They were among thousands of American and Filipino troops who surrendered to Japanese forces April 9, 1942, on the Bataan Peninsula in the Philippines during the early days of World War II.
Tenney picked up his canteen and donned a hat. Vogler smeared filth on his leather flight jacket and secreted a gold-and-jade ring in his underwear.
Those acts saved them during the infamous 65-mile Bataan Death March and nearly 31/2 years as prisoners of war and slave laborers.
"We had no idea what they were saying and no idea when we would get finished with the march," said Tenney, a retired finance professor who lives in La Jolla. "It was scary."

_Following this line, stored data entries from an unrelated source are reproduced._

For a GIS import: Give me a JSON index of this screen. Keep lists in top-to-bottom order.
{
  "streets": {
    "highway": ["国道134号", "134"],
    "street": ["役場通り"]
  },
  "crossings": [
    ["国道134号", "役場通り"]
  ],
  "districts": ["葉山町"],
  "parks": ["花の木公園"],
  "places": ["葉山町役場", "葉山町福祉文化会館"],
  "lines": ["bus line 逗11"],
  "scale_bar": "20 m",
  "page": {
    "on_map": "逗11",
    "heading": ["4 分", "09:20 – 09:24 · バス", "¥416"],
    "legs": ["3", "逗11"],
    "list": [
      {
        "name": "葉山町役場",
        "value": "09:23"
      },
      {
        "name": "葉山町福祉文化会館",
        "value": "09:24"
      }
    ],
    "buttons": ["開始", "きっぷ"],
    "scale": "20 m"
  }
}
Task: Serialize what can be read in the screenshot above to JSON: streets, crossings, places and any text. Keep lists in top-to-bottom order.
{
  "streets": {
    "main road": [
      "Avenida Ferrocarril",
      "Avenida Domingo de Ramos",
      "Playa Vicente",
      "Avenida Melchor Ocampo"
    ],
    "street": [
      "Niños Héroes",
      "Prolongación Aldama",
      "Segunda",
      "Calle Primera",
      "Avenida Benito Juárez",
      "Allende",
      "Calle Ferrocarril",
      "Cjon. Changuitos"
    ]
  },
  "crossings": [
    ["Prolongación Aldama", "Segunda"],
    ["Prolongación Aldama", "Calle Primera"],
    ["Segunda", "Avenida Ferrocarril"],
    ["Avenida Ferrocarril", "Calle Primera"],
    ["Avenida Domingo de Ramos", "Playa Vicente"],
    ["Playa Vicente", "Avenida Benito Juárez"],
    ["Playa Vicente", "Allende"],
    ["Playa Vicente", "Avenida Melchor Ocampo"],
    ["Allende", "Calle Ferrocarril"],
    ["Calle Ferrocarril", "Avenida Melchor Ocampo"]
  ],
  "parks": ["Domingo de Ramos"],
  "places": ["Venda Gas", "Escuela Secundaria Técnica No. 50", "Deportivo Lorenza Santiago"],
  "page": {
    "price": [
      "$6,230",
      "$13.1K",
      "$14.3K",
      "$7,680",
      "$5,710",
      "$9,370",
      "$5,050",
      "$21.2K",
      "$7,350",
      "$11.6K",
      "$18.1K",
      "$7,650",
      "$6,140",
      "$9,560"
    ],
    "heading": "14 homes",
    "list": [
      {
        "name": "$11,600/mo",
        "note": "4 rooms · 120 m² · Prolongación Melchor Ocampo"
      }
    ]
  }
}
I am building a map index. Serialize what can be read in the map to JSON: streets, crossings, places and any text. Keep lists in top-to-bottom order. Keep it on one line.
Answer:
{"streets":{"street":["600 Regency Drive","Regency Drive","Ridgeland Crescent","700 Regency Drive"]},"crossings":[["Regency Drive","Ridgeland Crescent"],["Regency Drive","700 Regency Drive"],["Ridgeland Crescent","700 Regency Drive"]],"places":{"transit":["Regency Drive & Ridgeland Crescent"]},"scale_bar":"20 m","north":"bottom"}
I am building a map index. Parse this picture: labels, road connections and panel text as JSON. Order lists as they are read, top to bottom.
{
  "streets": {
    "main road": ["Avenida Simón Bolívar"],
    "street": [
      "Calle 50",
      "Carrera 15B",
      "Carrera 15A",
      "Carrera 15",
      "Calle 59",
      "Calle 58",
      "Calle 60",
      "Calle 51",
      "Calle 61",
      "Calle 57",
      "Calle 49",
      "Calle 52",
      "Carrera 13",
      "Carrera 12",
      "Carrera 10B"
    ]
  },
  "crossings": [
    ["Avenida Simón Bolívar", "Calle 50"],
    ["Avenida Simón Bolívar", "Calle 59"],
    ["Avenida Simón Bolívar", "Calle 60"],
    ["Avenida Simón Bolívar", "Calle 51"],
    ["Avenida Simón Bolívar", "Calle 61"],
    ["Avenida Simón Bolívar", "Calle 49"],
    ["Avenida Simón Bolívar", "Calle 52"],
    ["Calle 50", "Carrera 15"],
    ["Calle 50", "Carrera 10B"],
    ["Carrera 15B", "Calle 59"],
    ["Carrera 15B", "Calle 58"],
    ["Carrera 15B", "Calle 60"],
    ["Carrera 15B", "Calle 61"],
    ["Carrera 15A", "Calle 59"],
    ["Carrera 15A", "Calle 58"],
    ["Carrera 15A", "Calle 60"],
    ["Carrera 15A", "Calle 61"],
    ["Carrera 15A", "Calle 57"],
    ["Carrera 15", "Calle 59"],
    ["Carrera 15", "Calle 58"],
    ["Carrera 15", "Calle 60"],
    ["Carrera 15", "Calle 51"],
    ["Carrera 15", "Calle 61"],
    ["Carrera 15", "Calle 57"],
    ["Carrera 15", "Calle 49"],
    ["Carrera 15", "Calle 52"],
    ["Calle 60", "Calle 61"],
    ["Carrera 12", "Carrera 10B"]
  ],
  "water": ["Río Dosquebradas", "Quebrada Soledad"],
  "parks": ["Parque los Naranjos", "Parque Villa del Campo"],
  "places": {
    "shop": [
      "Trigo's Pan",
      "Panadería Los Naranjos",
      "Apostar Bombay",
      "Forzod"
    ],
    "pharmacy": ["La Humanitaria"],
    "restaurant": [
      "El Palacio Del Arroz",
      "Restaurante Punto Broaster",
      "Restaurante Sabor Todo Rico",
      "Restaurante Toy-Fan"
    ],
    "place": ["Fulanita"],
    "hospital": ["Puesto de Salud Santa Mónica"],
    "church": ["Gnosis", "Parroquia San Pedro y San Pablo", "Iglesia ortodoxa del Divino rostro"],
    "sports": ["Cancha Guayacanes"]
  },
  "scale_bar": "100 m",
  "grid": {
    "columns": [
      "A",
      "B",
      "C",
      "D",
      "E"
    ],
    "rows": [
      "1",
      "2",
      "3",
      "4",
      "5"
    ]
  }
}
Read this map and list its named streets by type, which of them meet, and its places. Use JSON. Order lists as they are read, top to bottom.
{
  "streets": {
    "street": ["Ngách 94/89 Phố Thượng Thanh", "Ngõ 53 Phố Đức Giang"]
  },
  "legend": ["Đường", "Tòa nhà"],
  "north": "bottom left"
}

As he walked, sickened by beriberi and the sight of bludgeoned comrades, Vogler recalled, "I tried to blank it out of my mind and just move ahead."
Tuesday marks the 60th anniversary of the march in which 10,000 U.S. and 60,000 Filipino prisoners endured oppressive heat, lack of water and food, and sadistic guards. It took some men 12 days to reach a prison camp, and the guards killed an estimated 600 American and 10,000 Filipino soldiers along the way.
But the death march was just the beginning of the torture, inhumanity and backbreaking labor the Americans would suffer.
Now some survivors are suing Japanese conglomerates that they claim profited from their prison work. Others are hoping for federal legislation to allow more lawsuits against the Japanese companies.
But time is running out for the "Battling Bastards of Bataan," as they are known. Most are over 80.
Not much training
Tenney, then a 21-year-old staff sergeant, commanded a tank in an Illinois National Guard unit. With little training, his unit arrived in the Philippines only 18 days before Pearl Harbor. He weighed 185 pounds.
Vogler, now a Rancho Bernardo resident, was a 21-year-old private in the Army Air Forces at Nichols Field near Manila. He weighed 210 pounds.
After the Japanese landed at Luzon's Lingayen Gulf in December 1941, U.S. and Filipino troops retreated to Bataan and the island stronghold of Corregidor.
Tenney's unit fought rear-guard battles to slow the enemy. By April, he and his crew were exhausted by the near-continuous fighting and shortages of spare parts, ammunition and food.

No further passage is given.